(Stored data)
========================================================================
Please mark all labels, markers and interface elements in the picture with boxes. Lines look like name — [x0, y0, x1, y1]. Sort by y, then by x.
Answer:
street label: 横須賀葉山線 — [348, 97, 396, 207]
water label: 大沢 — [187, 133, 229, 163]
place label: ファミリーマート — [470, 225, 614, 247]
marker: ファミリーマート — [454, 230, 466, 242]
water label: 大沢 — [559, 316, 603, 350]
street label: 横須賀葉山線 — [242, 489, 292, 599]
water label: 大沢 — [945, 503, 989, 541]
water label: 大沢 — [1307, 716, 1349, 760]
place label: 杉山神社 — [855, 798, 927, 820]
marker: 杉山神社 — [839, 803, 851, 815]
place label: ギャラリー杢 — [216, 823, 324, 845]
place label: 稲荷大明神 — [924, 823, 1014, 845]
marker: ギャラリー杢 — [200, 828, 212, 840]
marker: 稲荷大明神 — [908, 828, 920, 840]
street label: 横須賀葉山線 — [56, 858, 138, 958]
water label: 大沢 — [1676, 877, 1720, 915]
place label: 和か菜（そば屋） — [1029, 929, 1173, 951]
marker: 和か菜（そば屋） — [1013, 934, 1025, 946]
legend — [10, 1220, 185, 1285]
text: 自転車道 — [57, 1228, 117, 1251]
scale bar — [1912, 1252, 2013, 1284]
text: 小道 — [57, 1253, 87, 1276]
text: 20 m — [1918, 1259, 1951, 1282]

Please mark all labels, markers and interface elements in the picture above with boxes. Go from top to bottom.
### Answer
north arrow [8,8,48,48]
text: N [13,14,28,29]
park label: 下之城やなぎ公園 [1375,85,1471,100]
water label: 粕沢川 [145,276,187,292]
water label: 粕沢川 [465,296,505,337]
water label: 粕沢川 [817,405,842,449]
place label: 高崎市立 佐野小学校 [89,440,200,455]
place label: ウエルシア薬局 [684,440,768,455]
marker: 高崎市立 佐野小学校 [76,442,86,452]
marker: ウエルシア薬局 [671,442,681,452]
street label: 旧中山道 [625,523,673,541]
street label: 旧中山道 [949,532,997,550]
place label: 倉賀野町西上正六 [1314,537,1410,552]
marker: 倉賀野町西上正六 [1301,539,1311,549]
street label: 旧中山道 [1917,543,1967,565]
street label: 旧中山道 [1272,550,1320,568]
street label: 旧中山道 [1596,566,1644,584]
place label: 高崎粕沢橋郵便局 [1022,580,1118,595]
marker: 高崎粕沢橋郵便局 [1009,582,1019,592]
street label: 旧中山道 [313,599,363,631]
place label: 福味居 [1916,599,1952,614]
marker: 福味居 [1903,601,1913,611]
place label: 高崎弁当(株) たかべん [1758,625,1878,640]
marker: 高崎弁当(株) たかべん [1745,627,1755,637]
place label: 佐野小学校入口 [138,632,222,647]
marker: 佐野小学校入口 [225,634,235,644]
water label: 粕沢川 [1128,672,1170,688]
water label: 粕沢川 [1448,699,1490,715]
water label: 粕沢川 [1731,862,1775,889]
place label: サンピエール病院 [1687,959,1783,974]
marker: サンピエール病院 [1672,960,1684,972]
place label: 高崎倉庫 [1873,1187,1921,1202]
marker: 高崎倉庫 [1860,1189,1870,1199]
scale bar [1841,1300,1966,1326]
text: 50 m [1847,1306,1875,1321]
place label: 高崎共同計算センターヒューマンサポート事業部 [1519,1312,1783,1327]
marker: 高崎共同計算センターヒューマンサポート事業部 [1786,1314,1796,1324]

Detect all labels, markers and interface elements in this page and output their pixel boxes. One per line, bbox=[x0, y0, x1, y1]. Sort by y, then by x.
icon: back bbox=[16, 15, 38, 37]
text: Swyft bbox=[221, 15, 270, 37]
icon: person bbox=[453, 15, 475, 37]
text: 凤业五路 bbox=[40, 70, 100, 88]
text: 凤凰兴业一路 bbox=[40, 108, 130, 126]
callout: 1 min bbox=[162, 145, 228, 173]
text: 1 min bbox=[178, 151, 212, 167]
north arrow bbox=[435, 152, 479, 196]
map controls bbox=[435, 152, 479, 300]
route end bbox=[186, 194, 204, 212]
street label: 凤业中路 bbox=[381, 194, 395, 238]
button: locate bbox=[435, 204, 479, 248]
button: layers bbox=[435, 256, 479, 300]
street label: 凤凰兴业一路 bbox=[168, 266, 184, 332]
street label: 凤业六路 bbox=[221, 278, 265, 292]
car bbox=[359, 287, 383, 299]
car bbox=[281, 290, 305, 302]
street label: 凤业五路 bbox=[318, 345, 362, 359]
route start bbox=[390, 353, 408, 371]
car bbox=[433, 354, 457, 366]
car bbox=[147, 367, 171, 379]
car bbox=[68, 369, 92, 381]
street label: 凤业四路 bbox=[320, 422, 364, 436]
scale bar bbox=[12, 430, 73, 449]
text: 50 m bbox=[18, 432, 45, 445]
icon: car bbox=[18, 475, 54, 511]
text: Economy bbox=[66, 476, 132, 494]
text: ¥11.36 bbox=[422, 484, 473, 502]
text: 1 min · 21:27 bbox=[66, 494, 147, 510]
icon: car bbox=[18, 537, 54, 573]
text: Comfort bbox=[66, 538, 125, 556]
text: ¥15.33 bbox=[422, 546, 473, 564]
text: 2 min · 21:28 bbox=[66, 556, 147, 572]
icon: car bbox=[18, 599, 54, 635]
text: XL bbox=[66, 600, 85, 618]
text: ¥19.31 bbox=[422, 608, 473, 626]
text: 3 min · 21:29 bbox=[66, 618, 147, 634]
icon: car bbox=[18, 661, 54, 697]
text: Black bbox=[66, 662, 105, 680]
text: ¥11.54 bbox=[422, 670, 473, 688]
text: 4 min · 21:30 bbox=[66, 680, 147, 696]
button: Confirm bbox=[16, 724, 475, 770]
========================================================================
Repeat all of the entries exactly.

REPLY TO THE TASK =
Please mark all labels, markers and interface elements in the picture with boxes. Lines look like name — [x0, y0, x1, y1]. Sort by y, then by x.
Answer:
street label: 横須賀葉山線 — [348, 97, 396, 207]
water label: 大沢 — [187, 133, 229, 163]
place label: ファミリーマート — [470, 225, 614, 247]
marker: ファミリーマート — [454, 230, 466, 242]
water label: 大沢 — [559, 316, 603, 350]
street label: 横須賀葉山線 — [242, 489, 292, 599]
water label: 大沢 — [945, 503, 989, 541]
water label: 大沢 — [1307, 716, 1349, 760]
place label: 杉山神社 — [855, 798, 927, 820]
marker: 杉山神社 — [839, 803, 851, 815]
place label: ギャラリー杢 — [216, 823, 324, 845]
place label: 稲荷大明神 — [924, 823, 1014, 845]
marker: ギャラリー杢 — [200, 828, 212, 840]
marker: 稲荷大明神 — [908, 828, 920, 840]
street label: 横須賀葉山線 — [56, 858, 138, 958]
water label: 大沢 — [1676, 877, 1720, 915]
place label: 和か菜（そば屋） — [1029, 929, 1173, 951]
marker: 和か菜（そば屋） — [1013, 934, 1025, 946]
legend — [10, 1220, 185, 1285]
text: 自転車道 — [57, 1228, 117, 1251]
scale bar — [1912, 1252, 2013, 1284]
text: 小道 — [57, 1253, 87, 1276]
text: 20 m — [1918, 1259, 1951, 1282]

Please mark all labels, markers and interface elements in the picture above with boxes. Go from top to bottom.
### Answer
north arrow [8,8,48,48]
text: N [13,14,28,29]
park label: 下之城やなぎ公園 [1375,85,1471,100]
water label: 粕沢川 [145,276,187,292]
water label: 粕沢川 [465,296,505,337]
water label: 粕沢川 [817,405,842,449]
place label: 高崎市立 佐野小学校 [89,440,200,455]
place label: ウエルシア薬局 [684,440,768,455]
marker: 高崎市立 佐野小学校 [76,442,86,452]
marker: ウエルシア薬局 [671,442,681,452]
street label: 旧中山道 [625,523,673,541]
street label: 旧中山道 [949,532,997,550]
place label: 倉賀野町西上正六 [1314,537,1410,552]
marker: 倉賀野町西上正六 [1301,539,1311,549]
street label: 旧中山道 [1917,543,1967,565]
street label: 旧中山道 [1272,550,1320,568]
street label: 旧中山道 [1596,566,1644,584]
place label: 高崎粕沢橋郵便局 [1022,580,1118,595]
marker: 高崎粕沢橋郵便局 [1009,582,1019,592]
street label: 旧中山道 [313,599,363,631]
place label: 福味居 [1916,599,1952,614]
marker: 福味居 [1903,601,1913,611]
place label: 高崎弁当(株) たかべん [1758,625,1878,640]
marker: 高崎弁当(株) たかべん [1745,627,1755,637]
place label: 佐野小学校入口 [138,632,222,647]
marker: 佐野小学校入口 [225,634,235,644]
water label: 粕沢川 [1128,672,1170,688]
water label: 粕沢川 [1448,699,1490,715]
water label: 粕沢川 [1731,862,1775,889]
place label: サンピエール病院 [1687,959,1783,974]
marker: サンピエール病院 [1672,960,1684,972]
place label: 高崎倉庫 [1873,1187,1921,1202]
marker: 高崎倉庫 [1860,1189,1870,1199]
scale bar [1841,1300,1966,1326]
text: 50 m [1847,1306,1875,1321]
place label: 高崎共同計算センターヒューマンサポート事業部 [1519,1312,1783,1327]
marker: 高崎共同計算センターヒューマンサポート事業部 [1786,1314,1796,1324]

Detect all labels, markers and interface elements in this page and output their pixel boxes. One per line, bbox=[x0, y0, x1, y1]. Sort by y, then by x.
icon: back bbox=[16, 15, 38, 37]
text: Swyft bbox=[221, 15, 270, 37]
icon: person bbox=[453, 15, 475, 37]
text: 凤业五路 bbox=[40, 70, 100, 88]
text: 凤凰兴业一路 bbox=[40, 108, 130, 126]
callout: 1 min bbox=[162, 145, 228, 173]
text: 1 min bbox=[178, 151, 212, 167]
north arrow bbox=[435, 152, 479, 196]
map controls bbox=[435, 152, 479, 300]
route end bbox=[186, 194, 204, 212]
street label: 凤业中路 bbox=[381, 194, 395, 238]
button: locate bbox=[435, 204, 479, 248]
button: layers bbox=[435, 256, 479, 300]
street label: 凤凰兴业一路 bbox=[168, 266, 184, 332]
street label: 凤业六路 bbox=[221, 278, 265, 292]
car bbox=[359, 287, 383, 299]
car bbox=[281, 290, 305, 302]
street label: 凤业五路 bbox=[318, 345, 362, 359]
route start bbox=[390, 353, 408, 371]
car bbox=[433, 354, 457, 366]
car bbox=[147, 367, 171, 379]
car bbox=[68, 369, 92, 381]
street label: 凤业四路 bbox=[320, 422, 364, 436]
scale bar bbox=[12, 430, 73, 449]
text: 50 m bbox=[18, 432, 45, 445]
icon: car bbox=[18, 475, 54, 511]
text: Economy bbox=[66, 476, 132, 494]
text: ¥11.36 bbox=[422, 484, 473, 502]
text: 1 min · 21:27 bbox=[66, 494, 147, 510]
icon: car bbox=[18, 537, 54, 573]
text: Comfort bbox=[66, 538, 125, 556]
text: ¥15.33 bbox=[422, 546, 473, 564]
text: 2 min · 21:28 bbox=[66, 556, 147, 572]
icon: car bbox=[18, 599, 54, 635]
text: XL bbox=[66, 600, 85, 618]
text: ¥19.31 bbox=[422, 608, 473, 626]
text: 3 min · 21:29 bbox=[66, 618, 147, 634]
icon: car bbox=[18, 661, 54, 697]
text: Black bbox=[66, 662, 105, 680]
text: ¥11.54 bbox=[422, 670, 473, 688]
text: 4 min · 21:30 bbox=[66, 680, 147, 696]
button: Confirm bbox=[16, 724, 475, 770]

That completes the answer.